The material below contains a line with "M98,431L142,482L125,500L80,447Z" and a line with "M26,687L70,741L51,757L6,704Z". Copy exactly those two lines and all lines between them.
=== Begin Enclosure ===
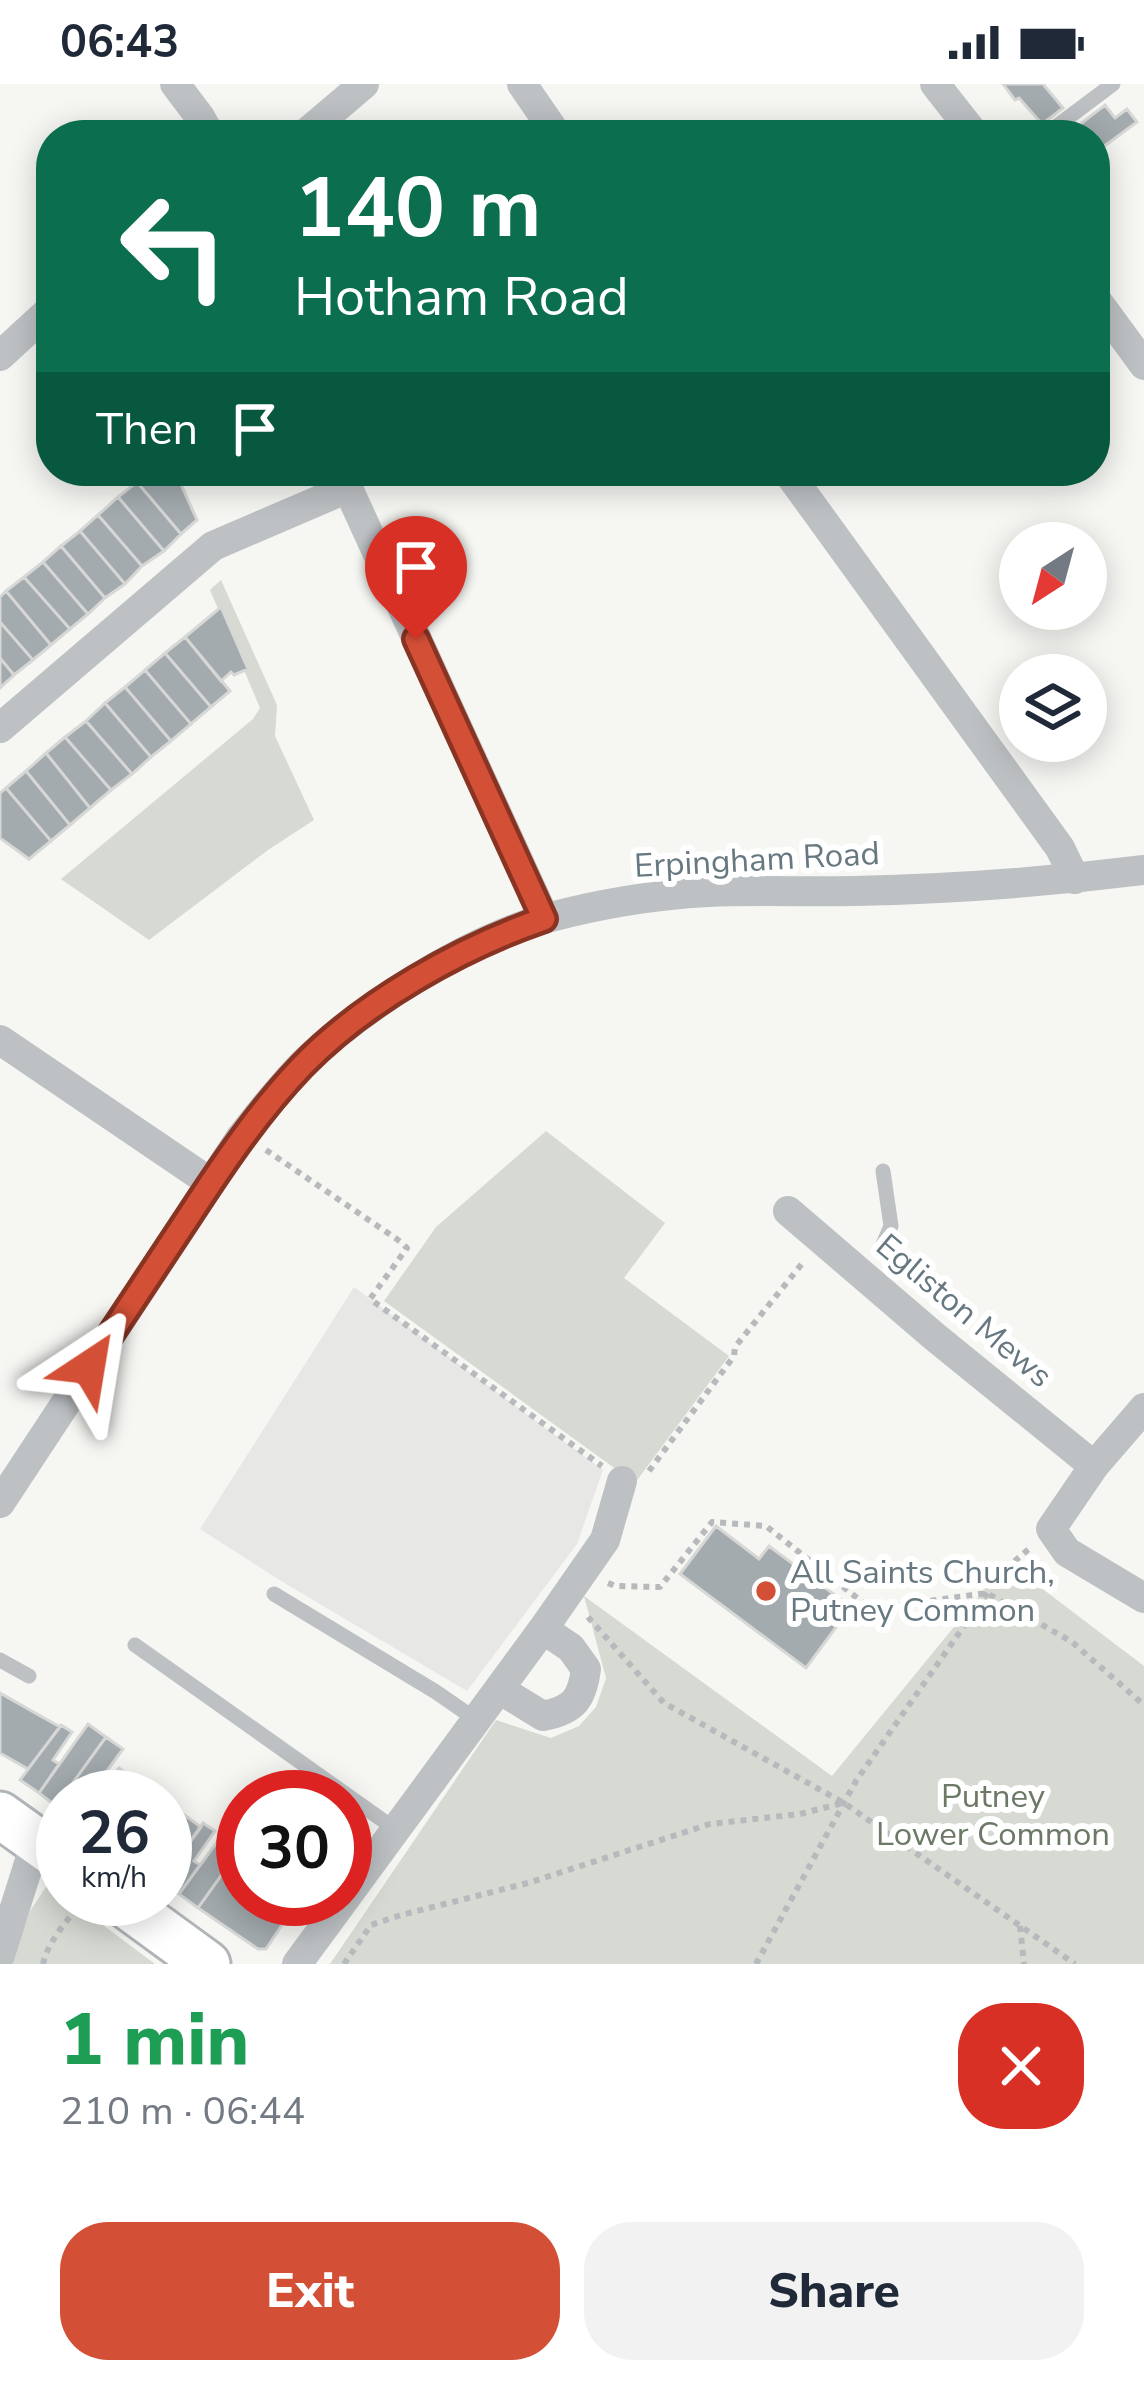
<!DOCTYPE html>
<meta charset="utf-8">
<style>
body{margin:0;font-family:"Nunito Sans",sans-serif;background:#f2f2f3;color:#1f2937;height:100vh;display:flex;flex-direction:column;font-size:45px;white-space:nowrap}
*{box-sizing:border-box;margin:0}
p{font-size:39px;color:#747a83}
.icon{flex:none;width:66px;height:66px;fill:none;stroke:currentColor;stroke-width:2;stroke-linecap:round;stroke-linejoin:round}
.map{position:relative;height:1880px;overflow:hidden}
.drawer{display:flex;flex-direction:column;background:#fff;flex:1}
.drawer>*{flex:none}
.guide{position:absolute;left:36px;top:36px;width:1074px;height:366px;border-radius:48px;box-shadow:0 6px 30px #0003;background:#0b6e4f;color:#fff;overflow:hidden}
.needle{width:78px;rotate:216deg}
.tools{position:absolute;left:999px;top:438px;display:grid;gap:24px}
.tools a{display:grid;place-items:center;width:108px;height:108px;border-radius:50%;background:#fff;box-shadow:0 6px 30px #0003;font-size:60px}
.speed{position:absolute;left:36px;top:1686px;display:flex;gap:24px;font-size:60px;font-weight:700;text-align:center}
.speed>*{display:grid;place-content:center;width:156px;height:156px;border-radius:50%;background:#fff;box-shadow:0 6px 30px #0003;line-height:1}
.speed small{font-size:30px;font-weight:400}
.speed .limit{border:18px solid #d22;background:#fff;color:#111}
.pin{position:absolute;display:grid;place-items:center;width:102px;height:102px;color:#fff;margin:-123px -51px;border-radius:50% 50% 50% 0;rotate:-45deg;box-shadow:0 0 12px #0007}
.pin .icon{rotate:45deg}
.me{position:absolute;width:132px;margin:-66px;rotate:33deg;stroke-linejoin:round;filter:drop-shadow(0 0 9px #0008)}
.turn{display:flex;align-items:center;gap:42px;height:252px;padding:0 60px;font-size:54px}
.turn .icon{width:156px;height:156px;stroke-width:2.5}
.turn b{display:block;font-size:84px;line-height:102px}
.then{display:flex;align-items:center;height:114px;padding:0 60px;background:#0003;gap:24px;font-size:45px}
.round{display:grid;place-items:center;flex:none;width:126px;height:126px;border-radius:48px;background:#f2f2f3}
.headline{display:flex;align-items:center;justify-content:space-between;height:204px;padding:0 60px}
h1{font-size:72px;font-weight:800;line-height:90px;color:#1e9e55}
.button{display:flex;gap:24px;margin-top:auto;padding:24px 60px}
.button a{flex:1;height:138px;border-radius:48px;background:#d35036;color:#fff;font-size:48px;font-weight:800;line-height:138px;text-align:center}
.button a+a{background:#f2f2f3;color:#1f2937}
.status{display:flex;justify-content:space-between;align-items:center;height:84px;padding:0 60px;background:#fff;direction:ltr}
.status svg{height:33px;fill:currentColor}
.map>svg:first-child{display:block}
.built{fill:#e7e7e6}
.green{fill:#d6dad3}
.building{fill:#a3abaf;stroke:#d7d7d6;stroke-width:3}
.lines{fill:none;stroke-linecap:round;stroke-linejoin:round}
.secondary-casing{stroke:#b0b5b9;stroke-width:51}
.path{stroke:#b7babc;stroke-width:6;stroke-dasharray:6 6;stroke-linecap:butt}
.lane{stroke:#bdc1c4;stroke-width:15}
.street{stroke:#bdc1c4;stroke-width:30}
.secondary{stroke:#fff;stroke-width:45}
.route-casing{stroke:#893423;stroke-width:30}
.route{stroke:#d35036;stroke-width:21}
.poi-dot{fill:#d35036;stroke:#fff;stroke-width:4.5}
.labels{text-anchor:middle;dominant-baseline:central;stroke-width:12;stroke-linejoin:round;paint-order:stroke}
.street-label{font-size:33px;fill:#687881;stroke:#fff}
.poi-label{font-size:33px;fill:#687881;stroke:#fff;text-anchor:start}
.park-label{font-size:33px;fill:#6b7966;stroke:#fff}
</style>
<div class="status"><b>06:43</b><svg viewBox="0 0 49 12"><path d="M0 12V9h3v3zM5 12V6h3v6zM10 12V3h3v9zM15 12V0h3v12zM26 1h20v11H26zM47 4h2v5h-2z"/></svg></div>
<div class="map">
<svg width="1144" height="1880" viewBox="0 0 1144 1880">
<rect width="100%" height="100%" fill="#f6f6f3"/>
<path class="built" d="M354,1203L603,1386L577,1460L467,1607L286,1500L200,1445Z"/>
<path class="green" d="M221,496L277,621L275,652L314,736L268,766L149,856L61,795L253,635L260,624L210,506Z
M546,1047L665,1139L624,1194L729,1272L635,1399L384,1217L436,1143Z
M1007,1478L1144,1582V1880H330L496,1636L551,1654L579,1642L596,1623L606,1594L584,1512L832,1692Z
M48,1800L63,1811V1815H68L155,1880H11L30,1827Z"/>
<path class="building" d="M1003,0H1043L1063,24L1042,40L1019,14L1015,16Z
M1105,21L1115,34L1127,25L1137,38L1095,69V51H1066Z
M151,387H175L197,436L181,450L137,398Z
M137,398L181,450L164,467L118,413Z
M118,413L164,467L142,482L98,431Z
M98,431L142,482L125,500L80,447Z
M80,447L125,500L105,514L61,462Z
M61,462L105,514L88,530L43,478Z
M43,478L88,530L70,545L24,493Z
M24,493L70,545L51,561L6,507Z
M6,507L51,561L33,576L0,538V513Z
M221,523L248,585L234,591L231,588L221,597L185,553Z
M0,538L33,576L14,591L0,574Z
M185,553L230,607L211,623L165,569Z
M165,569L211,623L191,640L145,586Z
M0,574L14,591L0,604Z
M145,586L191,640L171,657L125,603Z
M125,603L171,657L151,673L105,619Z
M105,619L151,673L132,690L86,637Z
M86,637L132,690L111,706L65,653Z
M65,653L111,706L90,724L46,669Z
M46,669L90,724L70,741L26,687Z
M26,687L70,741L51,757L6,704Z
M6,704L51,757L29,775L0,754V709Z
M716,1442L759,1475L769,1462L851,1523L806,1584L680,1490Z
M0,1609L60,1643L28,1685L0,1669Z
M88,1640L106,1653L56,1722L39,1709Z
M61,1641L72,1648L53,1676L59,1680L39,1709L20,1696Z
M106,1653L123,1665L88,1713H63V1726L56,1722Z
M119,1684L130,1692L115,1713H88L94,1705L100,1709Z
M130,1692L143,1701L135,1713H115Z
M165,1718L177,1727L165,1744Z
M183,1730L201,1743L165,1793V1754Z
M203,1739L215,1747L194,1777L200,1781L179,1810L165,1800V1793Z
M228,1743L243,1754V1761L198,1824L179,1810Z
M238,1768L243,1772V1815H299L266,1865H258L198,1824Z"/>
<g class="lines">
<defs>
<path id="secondary" d="M0,1731L63,1776
M118,1815L207,1880"/>
</defs>
<use href="#secondary" class="secondary-casing"/>
<path class="path" d="M266,1066L401,1158L407,1164L370,1215L602,1382
M649,1387L734,1272L735,1263L805,1176
M608,1499L615,1502L660,1503L712,1438L766,1442L871,1525L987,1509L1072,1558L1144,1621
M588,1533L664,1619L844,1719L1075,1880
M1020,1842L1024,1880
M43,1880C48,1857 67,1837 82,1818
M344,1880L371,1841L401,1831L528,1799L710,1740L800,1730L843,1719
M756,1880L856,1697L1001,1489L1030,1464"/>
<path class="lane" d="M1045,51L1113,0
M881,1165L891,1142L883,1087
M274,1510L436,1608L475,1635
M135,1561L395,1745
M0,1576L29,1592"/>
<path class="street" d="M175,0L200,33L210,51
M522,0L557,51
M935,0L975,51
M304,51L364,0
M1095,214L1144,281
M0,272L51,225
M340,387L545,835
M787,387L1060,764L1075,795
M0,644L213,462L348,404
M0,956L211,1099
M788,1127L935,1253L1094,1382
M1144,1324L1094,1382L1051,1445L1067,1468L1144,1514
M0,1419L241,1053C262,1027 282,1000 306,977C365,921 468,856 547,834C599,820 654,811 708,808C757,806 805,808 854,807C951,805 1048,798 1144,786
M499,1605L543,1632C574,1626 582,1615 586,1585L571,1564L543,1545
M0,1871L31,1773L39,1759
M297,1880L543,1545L605,1456L622,1397"/>
<use href="#secondary" class="secondary"/>
</g>
<g class="lines">
<defs>
<path id="route" d="M89,1283C123,1232 157,1180 191,1129C225,1077 259,1027 302,982C364,918 460,864 544,835L416,555"/>
</defs>
<use href="#route" class="route-casing"/>
<use href="#route" class="route"/>
</g>
<circle class="poi-dot" cx="766" cy="1507" r="12"/>
<g class="labels">
<g class="street-label">
<text transform="translate(757 776) rotate(-3)">Erpingham Road</text>
<text transform="translate(964 1227) rotate(40)">Egliston Mews</text>
</g>
<g class="poi-label">
<text x="790" y="1488">All Saints Church,<tspan x="790" dy="38">Putney Common</tspan></text>
</g>
<g class="park-label">
<text x="993" y="1712">Putney<tspan x="993" dy="38">Lower Common</tspan></text>
</g>
</g>
</svg>
<div class="tools">
<a><svg class="needle" viewBox="-14 -14 28 28"><path d="M0-13l5 13h-10z" fill="#e53935"/><path d="M0 13l5-13h-10z" fill="#747a83"/></svg></a>
<a><svg class="icon" aria-label="layers" viewBox="0 0 24 24"><path d="M12 4l9 5-9 5-9-5zM3 14l9 5 9-5"/></svg></a>
</div>
<div class="speed"><div>26<small>km/h</small></div><div class="limit">30</div></div>
<div class="pin" style="left:416px;top:555px;background:#d93025"><svg class="icon" aria-label="arrive" viewBox="0 0 24 24"><path d="M6 21V4h12l-3 4 3 4H6"/></svg></div>
<svg class="me" style="left:89px;top:1283px" viewBox="-20 -20 40 40"><path d="M0-17L14 15 0 8-14 15z" fill="#d35036" stroke="#fff" stroke-width="4"/></svg>
<div class="guide">
<div class="turn"><svg class="icon" aria-label="left" viewBox="0 0 24 24"><path d="M17 20v-9H6M10 6l-5 5 5 5"/></svg><div><b>140 m</b>Hotham Road</div></div>
<div class="then">Then<svg class="icon" aria-label="arrive" viewBox="0 0 24 24"><path d="M6 21V4h12l-3 4 3 4H6"/></svg></div>
</div>
</div>
<section class="drawer">
<div class="headline"><div><h1>1 min</h1><p>210 m · 06:44</p></div><a class="round" style="background:#d93025;color:#fff"><svg class="icon" aria-label="close" viewBox="0 0 24 24"><path d="M6 6l12 12M18 6L6 18"/></svg></a></div>
<div class="button"><a>Exit</a><a>Share</a></div>
</section>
=== End Enclosure ===
## REPLY
M98,431L142,482L125,500L80,447Z
M80,447L125,500L105,514L61,462Z
M61,462L105,514L88,530L43,478Z
M43,478L88,530L70,545L24,493Z
M24,493L70,545L51,561L6,507Z
M6,507L51,561L33,576L0,538V513Z
M221,523L248,585L234,591L231,588L221,597L185,553Z
M0,538L33,576L14,591L0,574Z
M185,553L230,607L211,623L165,569Z
M165,569L211,623L191,640L145,586Z
M0,574L14,591L0,604Z
M145,586L191,640L171,657L125,603Z
M125,603L171,657L151,673L105,619Z
M105,619L151,673L132,690L86,637Z
M86,637L132,690L111,706L65,653Z
M65,653L111,706L90,724L46,669Z
M46,669L90,724L70,741L26,687Z
M26,687L70,741L51,757L6,704Z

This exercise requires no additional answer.